## Work to be completed
From the data that follows, report how many lines hold the string "align", giving only the number.

## Given data
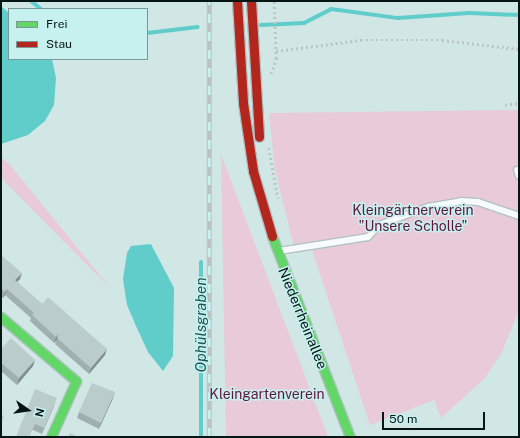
<!DOCTYPE html>
<meta charset="utf-8">
<style>
body{margin:0}
#map{position:relative;width:520px;height:438px;overflow:hidden;background:#d0e7e6;font-family:"Public Sans",sans-serif}
div>[style]{position:absolute}
[style*='--x']{left:calc(var(--x)*1px);top:calc(var(--y)*1px);width:calc(var(--w)*1px);rotate:calc(var(--a)*1deg)}
.green>*{inset:0;background:#e8cad9}
.water>*{inset:0;background:#60cdcb}
.stream>*{height:4px;margin:-2px;padding:0 2px;transform-origin:2px;border-radius:2px;background:#60cdcb}
.path>*{height:2.5px;margin-top:-1.25px;transform-origin:0;background:repeating-linear-gradient(90deg,#bcc5c5 0 2px,transparent 0 5px)}
.roads{filter:drop-shadow(1px 0 #b1c2c2) drop-shadow(-1px 0 #b1c2c2) drop-shadow(0 1px #b1c2c2) drop-shadow(0 -1px #b1c2c2)}
.lane>*{height:6px;margin:-3px;padding:0 3px;transform-origin:3px;border-radius:3px;background:#f8fbfb}
.fast>*{height:9px;margin:-4.5px;padding:0 4.5px;transform-origin:4.5px;border-radius:4.5px;background:#63d668}
.jam>*{height:9px;margin:-4.5px;padding:0 4.5px;transform-origin:4.5px;border-radius:4.5px;background:#b3261e}
.rail>*{height:4.5px;margin-top:-2.25px;transform-origin:0;background:repeating-linear-gradient(90deg,#c6f1ef 0 9px,#bac1c1 0 18px);box-sizing:border-box;border-block:1px solid #bac1c1}
.wall>*{inset:0;background:#a0afaf}
.shaded-wall>*{inset:0;background:#828f8f}
.building>*{inset:0;background:#bacccc}
span{translate:-50% -50%;white-space:nowrap;text-align:center;line-height:1.15;-webkit-text-stroke:3px #c6f1ef;paint-order:stroke}
.park-label{font-size:14px;color:#62133b}
.street-label{font-size:14px;color:#061615}
.water-label{font-size:15px;color:#1a5453;font-style:italic}
.frame{position:absolute;inset:0;border:2px solid #061615;pointer-events:none}
.legend{position:absolute;left:8px;top:8px;width:140px;height:52px;box-sizing:border-box;background:#c6f1ef;border:1px solid #799998;margin:0;padding:5px 7px;list-style:none;font-size:12px;color:#061615}
.legend li{display:flex;align-items:center;gap:8px;height:20px}
.legend b{width:20px;border:1px solid #799998}
.north{position:absolute;left:8px;top:390px;width:40px;height:40px;-webkit-text-stroke:3px #c6f1ef;paint-order:stroke;rotate:103deg;font-size:11px;font-weight:700;line-height:16px;text-align:center;color:#061615}
.north::after{content:'';display:block;margin:auto;width:14px;height:18px;background:#061615;clip-path:polygon(50% 0,100% 100%,50% 72%,0 100%)}
.scale{position:absolute;left:382px;top:412px;width:103px;height:18px;box-sizing:border-box;border:2px solid #061615;border-top:0;padding-left:5px;font-size:12px;line-height:14px;white-space:nowrap;color:#061615;-webkit-text-stroke:3px #c6f1ef;paint-order:stroke}
</style>
<div id="map">
<div class="green">
<div style="clip-path:polygon(519px 110px,519px 310px,502px 352px,485px 378px,441px 418px,434px 400px,370px 425px,312px 250px,297px 253px,293px 243px,275px 170px,269px 113px)"></div>
<div style="clip-path:polygon(221px 154px,328px 437px,226px 437px)"></div>
<div style="clip-path:polygon(1px 157px,10px 165px,111px 289px,1px 178px)"></div>
</div>
<div class="water">
<div style="clip-path:polygon(1px 6px,9px 13px,9px 59px,52px 59px,56px 78px,54px 105px,45px 121px,28px 135px,1px 144px)"></div>
<div style="clip-path:polygon(151px 244px,174px 288px,173px 356px,163px 371px,148px 352px,136px 326px,127px 305px,123px 279px,127px 253px,131px 246px)"></div>
</div>
<div class="stream">
<div style="--x:31;--y:1;--w:13;--a:39"></div>
<div style="--x:261;--y:25;--w:43;--a:-2.7"></div>
<div style="--x:304;--y:23;--w:30;--a:-27"></div>
<div style="--x:331;--y:9;--w:68;--a:7.7"></div>
<div style="--x:398;--y:18;--w:71;--a:-4"></div>
<div style="--x:469;--y:13;--w:50;--a:2.3"></div>
<div style="--x:147;--y:33;--w:51;--a:-6.7"></div>
<div style="--x:201;--y:262;--w:175;--a:90"></div>
</div>
<div class="path">
<div style="--x:276;--y:51;--w:86;--a:-7.4"></div>
<div style="--x:361;--y:40;--w:81;--a:0"></div>
<div style="--x:442;--y:40;--w:78;--a:6.7"></div>
<div style="--x:271;--y:74;--w:16;--a:-72"></div>
<div style="--x:276;--y:59;--w:58;--a:-92"></div>
<div style="--x:505;--y:105;--w:14;--a:-8"></div>
<div style="--x:269;--y:148;--w:51;--a:79.8"></div>
</div>
<div class="roads">
<div class="lane">
<div style="--x:517;--y:170;--w:6;--a:72"></div>
<div style="--x:279;--y:251;--w:90;--a:-8.9"></div>
<div style="--x:368;--y:237;--w:16;--a:-47"></div>
<div style="--x:379;--y:225;--w:52;--a:-20.2"></div>
<div style="--x:428;--y:207;--w:34;--a:-10"></div>
<div style="--x:461;--y:201;--w:17;--a:3"></div>
<div style="--x:478;--y:202;--w:43;--a:18.9"></div>
</div>
<div class="fast">
<div style="--x:272;--y:236;--w:216;--a:68.8"></div>
<div style="--x:1;--y:317;--w:99;--a:40.5"></div>
<div style="--x:76;--y:381;--w:61;--a:114.1"></div>
</div>
<div class="jam">
<div style="--x:237;--y:1;--w:102;--a:86.6"></div>
<div style="--x:243;--y:103;--w:69;--a:81.6"></div>
<div style="--x:253;--y:171;--w:68;--a:73.7"></div>
<div style="--x:251;--y:1;--w:136;--a:86.6"></div>
</div>
</div>
<div class="rail">
<div style="--x:209;--y:437;--w:436;--a:-90"></div>
</div>
<div class="wall">
<div style="clip-path:polygon(1px 255px,20px 279px,17px 282px,42px 304px,105px 355px,89px 374px,55px 344px,57px 340px,54px 343px,30px 321px,31px 318px,5px 295px,3px 298px,1px 296px)"></div>
<div style="clip-path:polygon(1px 349px,33px 366px,17px 385px,1px 371px)"></div>
<div style="clip-path:polygon(113px 398px,99px 429px,77px 418px,79px 412px)"></div>
<div style="clip-path:polygon(55px 404px,42px 434px,33px 430px,16px 437px)"></div>
</div>
<div class="shaded-wall">
<div style="clip-path:polygon(22px 273px,20px 279px,13px 286px,15px 280px)"></div>
<div style="clip-path:polygon(7px 289px,5px 295px,3px 298px,5px 292px)"></div>
<div style="clip-path:polygon(59px 333px,57px 340px,54px 343px,56px 337px)"></div>
<div style="clip-path:polygon(107px 349px,105px 355px,89px 374px,91px 368px)"></div>
<div style="clip-path:polygon(35px 360px,33px 366px,17px 385px,19px 378px)"></div>
<div style="clip-path:polygon(115px 392px,113px 398px,99px 429px,101px 423px)"></div>
</div>
<div class="building">
<div style="clip-path:polygon(1px 255px,22px 273px,15px 280px,42px 304px,48px 297px,107px 349px,91px 368px,57px 338px,59px 333px,56px 337px,32px 315px,34px 313px,7px 289px,5px 292px,1px 288px)"></div>
<div style="clip-path:polygon(11px 338px,35px 360px,19px 378px,1px 363px,1px 349px)"></div>
<div style="clip-path:polygon(92px 383px,115px 392px,101px 423px,79px 412px)"></div>
<div style="clip-path:polygon(35px 389px,57px 398px,44px 428px,35px 424px,29px 437px,16px 437px)"></div>
<div style="clip-path:polygon(1px 415px,4px 417px,1px 422px)"></div>
<div style="clip-path:polygon(70px 433px,79px 437px,68px 437px)"></div>
</div>
<div class="park-label">
<span style="left:413px;top:218px">Kleingärtnerverein<br>"Unsere Scholle"</span>
<span style="left:267px;top:394px">Kleingartenverein</span>
</div>
<div class="street-label">
<span style="left:303px;top:318px;rotate:68deg">Niederrheinallee</span>
</div>
<div class="water-label">
<span style="left:201px;top:325px;rotate:-90deg">Ophülsgraben</span>
</div>
<div class="frame"></div>
<ul class="legend">
<li><b style="height:5px;background:#63d668"></b>Frei</li>
<li><b style="height:5px;background:#b3261e"></b>Stau</li>
</ul>
<div class="north">N</div>
<div class="scale">50 m</div>
</div>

## Task solution
3